(Saved entries)
Content starts

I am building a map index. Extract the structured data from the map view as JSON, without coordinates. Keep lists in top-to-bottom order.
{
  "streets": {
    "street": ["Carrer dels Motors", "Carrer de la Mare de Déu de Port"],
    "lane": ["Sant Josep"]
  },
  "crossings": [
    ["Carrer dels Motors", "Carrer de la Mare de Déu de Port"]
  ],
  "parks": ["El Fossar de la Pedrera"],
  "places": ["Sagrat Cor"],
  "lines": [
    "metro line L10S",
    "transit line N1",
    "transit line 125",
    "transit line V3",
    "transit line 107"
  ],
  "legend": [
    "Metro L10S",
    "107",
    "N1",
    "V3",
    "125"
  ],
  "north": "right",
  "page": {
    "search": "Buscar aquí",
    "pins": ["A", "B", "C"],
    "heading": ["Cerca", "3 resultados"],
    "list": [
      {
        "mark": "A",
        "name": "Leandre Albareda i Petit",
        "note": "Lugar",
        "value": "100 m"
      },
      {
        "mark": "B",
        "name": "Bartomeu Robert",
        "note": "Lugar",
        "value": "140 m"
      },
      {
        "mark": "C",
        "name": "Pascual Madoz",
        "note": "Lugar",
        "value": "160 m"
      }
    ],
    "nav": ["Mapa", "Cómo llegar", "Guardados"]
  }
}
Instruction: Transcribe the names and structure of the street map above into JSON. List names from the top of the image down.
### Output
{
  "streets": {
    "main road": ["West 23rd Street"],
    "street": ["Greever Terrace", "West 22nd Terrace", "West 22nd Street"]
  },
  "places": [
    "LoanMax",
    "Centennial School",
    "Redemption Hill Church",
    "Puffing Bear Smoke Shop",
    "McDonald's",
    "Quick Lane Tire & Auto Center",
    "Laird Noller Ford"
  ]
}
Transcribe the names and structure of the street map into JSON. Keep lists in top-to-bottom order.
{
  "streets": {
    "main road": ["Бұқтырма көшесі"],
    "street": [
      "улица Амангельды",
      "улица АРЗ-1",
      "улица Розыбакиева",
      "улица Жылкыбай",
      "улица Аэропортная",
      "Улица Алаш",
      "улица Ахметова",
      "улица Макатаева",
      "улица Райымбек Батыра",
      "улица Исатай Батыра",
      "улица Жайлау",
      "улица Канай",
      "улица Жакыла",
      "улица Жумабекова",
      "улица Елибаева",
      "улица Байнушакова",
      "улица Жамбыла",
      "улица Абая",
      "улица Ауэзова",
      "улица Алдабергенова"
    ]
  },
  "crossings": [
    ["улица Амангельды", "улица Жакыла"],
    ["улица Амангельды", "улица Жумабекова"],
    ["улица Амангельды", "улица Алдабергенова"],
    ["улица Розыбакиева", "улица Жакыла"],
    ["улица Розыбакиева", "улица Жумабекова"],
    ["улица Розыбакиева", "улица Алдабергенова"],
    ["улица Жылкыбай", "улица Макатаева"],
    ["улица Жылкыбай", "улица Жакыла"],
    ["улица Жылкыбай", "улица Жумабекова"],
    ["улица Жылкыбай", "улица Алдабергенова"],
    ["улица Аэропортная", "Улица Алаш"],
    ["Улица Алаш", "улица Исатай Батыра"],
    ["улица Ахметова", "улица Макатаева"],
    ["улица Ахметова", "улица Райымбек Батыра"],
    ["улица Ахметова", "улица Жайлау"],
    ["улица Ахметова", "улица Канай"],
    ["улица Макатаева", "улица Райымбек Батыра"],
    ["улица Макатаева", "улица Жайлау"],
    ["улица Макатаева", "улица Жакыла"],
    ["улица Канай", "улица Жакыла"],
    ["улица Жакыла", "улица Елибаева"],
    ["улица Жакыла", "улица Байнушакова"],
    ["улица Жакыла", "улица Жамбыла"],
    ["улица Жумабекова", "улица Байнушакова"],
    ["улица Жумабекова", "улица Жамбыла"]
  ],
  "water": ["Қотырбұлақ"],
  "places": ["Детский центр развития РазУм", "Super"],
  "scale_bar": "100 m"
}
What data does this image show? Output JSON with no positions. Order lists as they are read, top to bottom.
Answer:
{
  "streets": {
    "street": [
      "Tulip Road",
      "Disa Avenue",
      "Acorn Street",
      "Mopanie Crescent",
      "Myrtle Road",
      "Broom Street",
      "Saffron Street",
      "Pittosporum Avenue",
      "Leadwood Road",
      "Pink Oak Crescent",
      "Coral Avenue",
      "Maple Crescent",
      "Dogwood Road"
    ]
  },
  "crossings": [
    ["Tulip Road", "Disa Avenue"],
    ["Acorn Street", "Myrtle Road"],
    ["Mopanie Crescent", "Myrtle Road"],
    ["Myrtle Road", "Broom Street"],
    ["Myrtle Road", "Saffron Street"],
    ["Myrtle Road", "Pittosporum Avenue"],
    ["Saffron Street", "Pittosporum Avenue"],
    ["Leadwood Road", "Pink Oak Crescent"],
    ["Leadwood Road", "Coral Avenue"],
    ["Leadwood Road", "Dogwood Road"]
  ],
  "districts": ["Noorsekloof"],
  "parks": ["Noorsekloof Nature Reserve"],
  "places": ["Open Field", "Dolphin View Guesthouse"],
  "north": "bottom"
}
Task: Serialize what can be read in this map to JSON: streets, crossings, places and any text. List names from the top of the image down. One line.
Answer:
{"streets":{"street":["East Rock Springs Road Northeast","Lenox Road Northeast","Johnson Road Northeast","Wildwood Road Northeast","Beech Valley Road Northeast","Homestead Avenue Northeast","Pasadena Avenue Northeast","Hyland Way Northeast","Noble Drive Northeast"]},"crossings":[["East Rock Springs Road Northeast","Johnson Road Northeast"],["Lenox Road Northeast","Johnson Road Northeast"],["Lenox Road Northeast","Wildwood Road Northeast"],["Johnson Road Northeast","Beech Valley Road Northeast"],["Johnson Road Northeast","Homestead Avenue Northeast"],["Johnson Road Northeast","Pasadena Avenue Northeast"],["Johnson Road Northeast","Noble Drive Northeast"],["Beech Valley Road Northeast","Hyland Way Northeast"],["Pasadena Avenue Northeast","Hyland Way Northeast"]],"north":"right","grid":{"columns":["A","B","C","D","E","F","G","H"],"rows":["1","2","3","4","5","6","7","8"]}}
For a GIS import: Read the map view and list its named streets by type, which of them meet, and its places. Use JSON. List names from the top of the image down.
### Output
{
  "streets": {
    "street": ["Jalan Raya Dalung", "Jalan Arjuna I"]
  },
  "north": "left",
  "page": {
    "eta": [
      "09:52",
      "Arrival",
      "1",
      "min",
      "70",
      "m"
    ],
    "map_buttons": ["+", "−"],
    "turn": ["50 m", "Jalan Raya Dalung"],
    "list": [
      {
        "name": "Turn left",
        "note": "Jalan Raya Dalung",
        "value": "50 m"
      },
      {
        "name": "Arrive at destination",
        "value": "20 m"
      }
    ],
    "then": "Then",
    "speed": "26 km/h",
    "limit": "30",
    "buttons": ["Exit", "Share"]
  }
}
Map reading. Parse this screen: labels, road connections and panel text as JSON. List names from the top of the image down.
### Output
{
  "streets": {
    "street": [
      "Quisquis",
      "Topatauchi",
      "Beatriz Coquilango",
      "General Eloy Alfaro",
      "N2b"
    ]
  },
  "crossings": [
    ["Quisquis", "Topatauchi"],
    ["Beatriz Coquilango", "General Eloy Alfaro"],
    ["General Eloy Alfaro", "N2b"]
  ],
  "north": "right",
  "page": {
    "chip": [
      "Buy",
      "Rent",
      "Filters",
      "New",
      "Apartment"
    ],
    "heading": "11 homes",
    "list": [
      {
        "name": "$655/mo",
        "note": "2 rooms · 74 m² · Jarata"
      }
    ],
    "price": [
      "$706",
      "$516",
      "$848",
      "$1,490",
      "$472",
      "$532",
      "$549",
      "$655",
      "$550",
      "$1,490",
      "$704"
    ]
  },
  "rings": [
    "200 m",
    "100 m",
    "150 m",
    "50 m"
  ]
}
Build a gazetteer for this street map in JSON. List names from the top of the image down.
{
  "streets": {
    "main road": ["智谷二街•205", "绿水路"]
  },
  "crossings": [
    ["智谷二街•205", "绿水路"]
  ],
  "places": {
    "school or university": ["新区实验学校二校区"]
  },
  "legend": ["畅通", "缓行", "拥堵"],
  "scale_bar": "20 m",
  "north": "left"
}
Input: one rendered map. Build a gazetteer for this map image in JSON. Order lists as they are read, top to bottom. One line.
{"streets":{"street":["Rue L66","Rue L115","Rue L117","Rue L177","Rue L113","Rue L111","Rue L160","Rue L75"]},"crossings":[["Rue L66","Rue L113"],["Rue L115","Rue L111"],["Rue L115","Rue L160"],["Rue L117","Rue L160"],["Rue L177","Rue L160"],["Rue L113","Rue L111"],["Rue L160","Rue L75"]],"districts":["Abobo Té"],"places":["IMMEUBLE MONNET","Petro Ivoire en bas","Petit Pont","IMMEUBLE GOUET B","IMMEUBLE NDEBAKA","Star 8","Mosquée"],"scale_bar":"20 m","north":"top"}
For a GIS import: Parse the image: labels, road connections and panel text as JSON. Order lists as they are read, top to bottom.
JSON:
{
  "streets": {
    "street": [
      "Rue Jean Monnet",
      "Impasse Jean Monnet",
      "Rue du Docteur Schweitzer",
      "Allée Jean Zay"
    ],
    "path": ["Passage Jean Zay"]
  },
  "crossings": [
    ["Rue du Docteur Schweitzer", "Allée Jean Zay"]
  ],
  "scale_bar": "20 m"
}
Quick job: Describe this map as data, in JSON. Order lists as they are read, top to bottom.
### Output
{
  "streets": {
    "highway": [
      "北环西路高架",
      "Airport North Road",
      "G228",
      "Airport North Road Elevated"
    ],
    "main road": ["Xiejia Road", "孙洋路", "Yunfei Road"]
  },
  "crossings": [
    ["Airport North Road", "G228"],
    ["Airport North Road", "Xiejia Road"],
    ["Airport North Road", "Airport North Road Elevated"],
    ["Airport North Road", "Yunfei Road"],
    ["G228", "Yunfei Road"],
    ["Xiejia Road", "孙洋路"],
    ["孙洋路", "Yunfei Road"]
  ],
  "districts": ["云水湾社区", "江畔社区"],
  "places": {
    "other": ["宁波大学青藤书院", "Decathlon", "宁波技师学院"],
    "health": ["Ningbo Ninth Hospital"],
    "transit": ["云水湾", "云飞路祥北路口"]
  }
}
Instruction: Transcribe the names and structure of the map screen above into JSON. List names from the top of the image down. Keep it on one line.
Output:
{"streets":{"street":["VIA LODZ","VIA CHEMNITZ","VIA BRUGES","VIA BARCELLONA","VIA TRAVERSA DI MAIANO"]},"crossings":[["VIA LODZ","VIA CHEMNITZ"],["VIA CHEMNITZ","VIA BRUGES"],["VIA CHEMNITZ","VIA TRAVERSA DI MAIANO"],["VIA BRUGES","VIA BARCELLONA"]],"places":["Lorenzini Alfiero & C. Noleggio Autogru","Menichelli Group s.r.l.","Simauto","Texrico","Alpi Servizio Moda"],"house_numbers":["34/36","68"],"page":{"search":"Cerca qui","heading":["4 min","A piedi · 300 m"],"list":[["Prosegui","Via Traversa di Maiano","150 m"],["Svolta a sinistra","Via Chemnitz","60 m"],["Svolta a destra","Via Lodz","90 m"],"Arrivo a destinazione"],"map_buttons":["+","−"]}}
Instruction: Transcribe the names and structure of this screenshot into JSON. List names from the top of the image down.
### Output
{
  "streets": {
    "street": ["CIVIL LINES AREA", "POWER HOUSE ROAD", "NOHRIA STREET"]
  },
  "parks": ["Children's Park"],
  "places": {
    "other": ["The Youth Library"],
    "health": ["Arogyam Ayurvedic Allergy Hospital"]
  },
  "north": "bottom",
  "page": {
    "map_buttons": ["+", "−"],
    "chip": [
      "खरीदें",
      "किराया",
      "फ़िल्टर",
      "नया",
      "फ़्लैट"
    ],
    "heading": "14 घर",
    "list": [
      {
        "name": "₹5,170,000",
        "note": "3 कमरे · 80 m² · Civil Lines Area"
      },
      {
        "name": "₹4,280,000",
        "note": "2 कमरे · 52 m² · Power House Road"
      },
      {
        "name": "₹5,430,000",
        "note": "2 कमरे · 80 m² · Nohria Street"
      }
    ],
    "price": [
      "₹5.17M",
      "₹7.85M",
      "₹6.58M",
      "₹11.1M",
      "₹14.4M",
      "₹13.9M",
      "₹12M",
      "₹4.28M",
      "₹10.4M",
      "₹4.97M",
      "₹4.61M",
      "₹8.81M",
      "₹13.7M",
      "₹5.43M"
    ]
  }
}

Content ends

The problem: Out of the preceding entries, pull each line that contains the word "Mopanie".

Answer space:
      "Mopanie Crescent",
    ["Mopanie Crescent", "Myrtle Road"],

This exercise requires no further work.